### ACTIVITY
From the entries below, count every line that contains the word "halo". Please give the number and nothing else.

[Stored data entries]
= Beginning of Section =
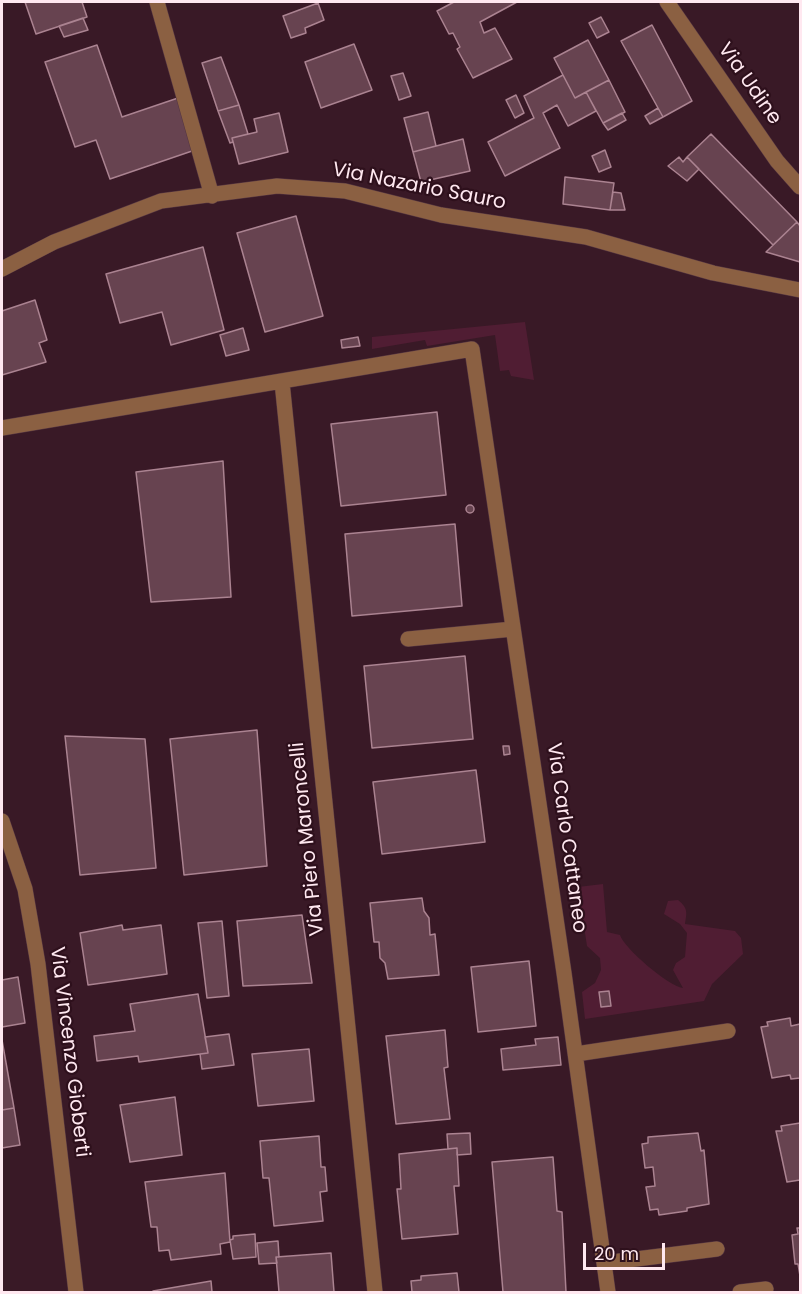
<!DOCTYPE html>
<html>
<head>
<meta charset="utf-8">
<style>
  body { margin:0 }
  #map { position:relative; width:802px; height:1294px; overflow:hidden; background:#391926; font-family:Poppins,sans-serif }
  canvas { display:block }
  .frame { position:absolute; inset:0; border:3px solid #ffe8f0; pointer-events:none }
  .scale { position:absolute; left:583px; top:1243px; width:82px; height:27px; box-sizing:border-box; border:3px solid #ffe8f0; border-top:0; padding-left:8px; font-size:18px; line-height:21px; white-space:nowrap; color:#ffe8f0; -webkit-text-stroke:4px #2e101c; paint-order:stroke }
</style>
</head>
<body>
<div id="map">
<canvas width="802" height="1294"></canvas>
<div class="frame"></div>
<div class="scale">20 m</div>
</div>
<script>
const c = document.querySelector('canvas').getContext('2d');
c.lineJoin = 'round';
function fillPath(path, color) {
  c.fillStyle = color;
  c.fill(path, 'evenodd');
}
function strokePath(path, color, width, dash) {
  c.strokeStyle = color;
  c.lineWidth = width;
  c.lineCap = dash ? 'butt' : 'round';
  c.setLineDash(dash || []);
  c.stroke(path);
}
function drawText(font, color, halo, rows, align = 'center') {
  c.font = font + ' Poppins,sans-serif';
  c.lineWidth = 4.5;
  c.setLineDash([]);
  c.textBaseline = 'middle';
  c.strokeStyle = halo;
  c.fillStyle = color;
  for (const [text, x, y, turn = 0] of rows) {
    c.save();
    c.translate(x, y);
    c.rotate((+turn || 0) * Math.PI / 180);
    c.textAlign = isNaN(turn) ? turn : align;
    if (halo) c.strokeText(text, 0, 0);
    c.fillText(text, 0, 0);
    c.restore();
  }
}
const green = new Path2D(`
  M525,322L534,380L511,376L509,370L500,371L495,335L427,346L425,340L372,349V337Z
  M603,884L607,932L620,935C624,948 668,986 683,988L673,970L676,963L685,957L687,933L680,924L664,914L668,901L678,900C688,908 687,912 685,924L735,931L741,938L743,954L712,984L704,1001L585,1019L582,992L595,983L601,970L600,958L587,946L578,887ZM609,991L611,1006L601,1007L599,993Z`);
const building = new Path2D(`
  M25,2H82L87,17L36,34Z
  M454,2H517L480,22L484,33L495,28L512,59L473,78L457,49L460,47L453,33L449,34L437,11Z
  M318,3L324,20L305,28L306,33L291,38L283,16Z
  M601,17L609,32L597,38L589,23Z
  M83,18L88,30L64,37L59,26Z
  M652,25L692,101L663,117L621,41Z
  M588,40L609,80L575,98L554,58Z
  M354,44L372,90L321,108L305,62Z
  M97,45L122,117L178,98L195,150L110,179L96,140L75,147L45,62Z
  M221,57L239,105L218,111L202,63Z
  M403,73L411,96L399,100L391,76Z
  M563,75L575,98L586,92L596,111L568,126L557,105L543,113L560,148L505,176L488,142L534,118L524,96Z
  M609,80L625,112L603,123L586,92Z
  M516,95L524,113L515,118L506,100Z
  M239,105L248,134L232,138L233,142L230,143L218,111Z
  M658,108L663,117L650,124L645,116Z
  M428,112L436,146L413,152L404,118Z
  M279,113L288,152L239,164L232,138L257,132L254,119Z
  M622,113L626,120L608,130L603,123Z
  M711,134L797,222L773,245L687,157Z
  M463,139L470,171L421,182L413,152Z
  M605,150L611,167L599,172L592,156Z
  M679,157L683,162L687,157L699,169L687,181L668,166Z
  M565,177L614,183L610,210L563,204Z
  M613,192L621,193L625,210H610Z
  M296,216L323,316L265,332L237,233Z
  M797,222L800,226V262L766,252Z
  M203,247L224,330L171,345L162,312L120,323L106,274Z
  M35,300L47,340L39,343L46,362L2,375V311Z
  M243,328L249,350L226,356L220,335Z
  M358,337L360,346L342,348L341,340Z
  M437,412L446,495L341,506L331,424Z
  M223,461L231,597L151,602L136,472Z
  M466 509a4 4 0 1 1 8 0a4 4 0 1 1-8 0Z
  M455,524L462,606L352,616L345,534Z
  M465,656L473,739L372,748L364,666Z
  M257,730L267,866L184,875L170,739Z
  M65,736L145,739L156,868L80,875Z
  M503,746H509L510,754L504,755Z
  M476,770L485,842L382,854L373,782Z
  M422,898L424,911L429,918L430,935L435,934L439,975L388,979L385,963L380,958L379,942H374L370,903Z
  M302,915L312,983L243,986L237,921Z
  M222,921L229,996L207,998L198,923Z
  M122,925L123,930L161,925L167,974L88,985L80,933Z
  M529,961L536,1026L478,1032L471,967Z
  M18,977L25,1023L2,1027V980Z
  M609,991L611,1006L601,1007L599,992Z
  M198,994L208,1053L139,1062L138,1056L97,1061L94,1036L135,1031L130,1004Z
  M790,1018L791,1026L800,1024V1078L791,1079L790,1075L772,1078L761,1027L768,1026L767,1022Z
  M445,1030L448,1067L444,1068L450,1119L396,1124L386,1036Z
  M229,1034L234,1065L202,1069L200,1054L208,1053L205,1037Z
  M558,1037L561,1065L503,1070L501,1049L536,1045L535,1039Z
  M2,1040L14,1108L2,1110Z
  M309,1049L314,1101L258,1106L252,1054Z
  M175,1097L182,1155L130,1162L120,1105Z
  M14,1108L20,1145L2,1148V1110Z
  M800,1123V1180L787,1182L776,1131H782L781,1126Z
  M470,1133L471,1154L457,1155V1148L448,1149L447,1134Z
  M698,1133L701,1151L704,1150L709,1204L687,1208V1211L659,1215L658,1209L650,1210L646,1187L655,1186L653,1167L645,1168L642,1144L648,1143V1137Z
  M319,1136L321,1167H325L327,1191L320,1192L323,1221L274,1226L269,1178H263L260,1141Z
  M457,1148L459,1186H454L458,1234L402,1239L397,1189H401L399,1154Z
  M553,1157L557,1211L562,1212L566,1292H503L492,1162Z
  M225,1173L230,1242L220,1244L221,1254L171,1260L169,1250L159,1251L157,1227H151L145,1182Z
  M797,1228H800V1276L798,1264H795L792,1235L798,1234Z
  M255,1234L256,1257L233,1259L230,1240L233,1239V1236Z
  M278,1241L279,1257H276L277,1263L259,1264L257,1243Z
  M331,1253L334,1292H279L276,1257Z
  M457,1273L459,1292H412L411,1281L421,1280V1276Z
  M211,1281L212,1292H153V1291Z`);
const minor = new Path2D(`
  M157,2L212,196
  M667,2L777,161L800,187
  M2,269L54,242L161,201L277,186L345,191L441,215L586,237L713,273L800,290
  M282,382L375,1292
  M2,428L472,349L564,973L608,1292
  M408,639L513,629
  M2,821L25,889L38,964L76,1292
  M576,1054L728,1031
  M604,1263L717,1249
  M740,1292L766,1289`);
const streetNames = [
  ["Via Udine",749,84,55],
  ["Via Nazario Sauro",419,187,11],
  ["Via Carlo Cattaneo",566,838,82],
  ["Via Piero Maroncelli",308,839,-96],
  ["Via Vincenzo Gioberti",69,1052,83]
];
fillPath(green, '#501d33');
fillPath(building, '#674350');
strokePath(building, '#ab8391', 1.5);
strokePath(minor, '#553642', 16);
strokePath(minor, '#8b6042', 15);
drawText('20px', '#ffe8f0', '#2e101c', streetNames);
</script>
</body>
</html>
= End of Section =
### ANSWER FOR THE TASK
3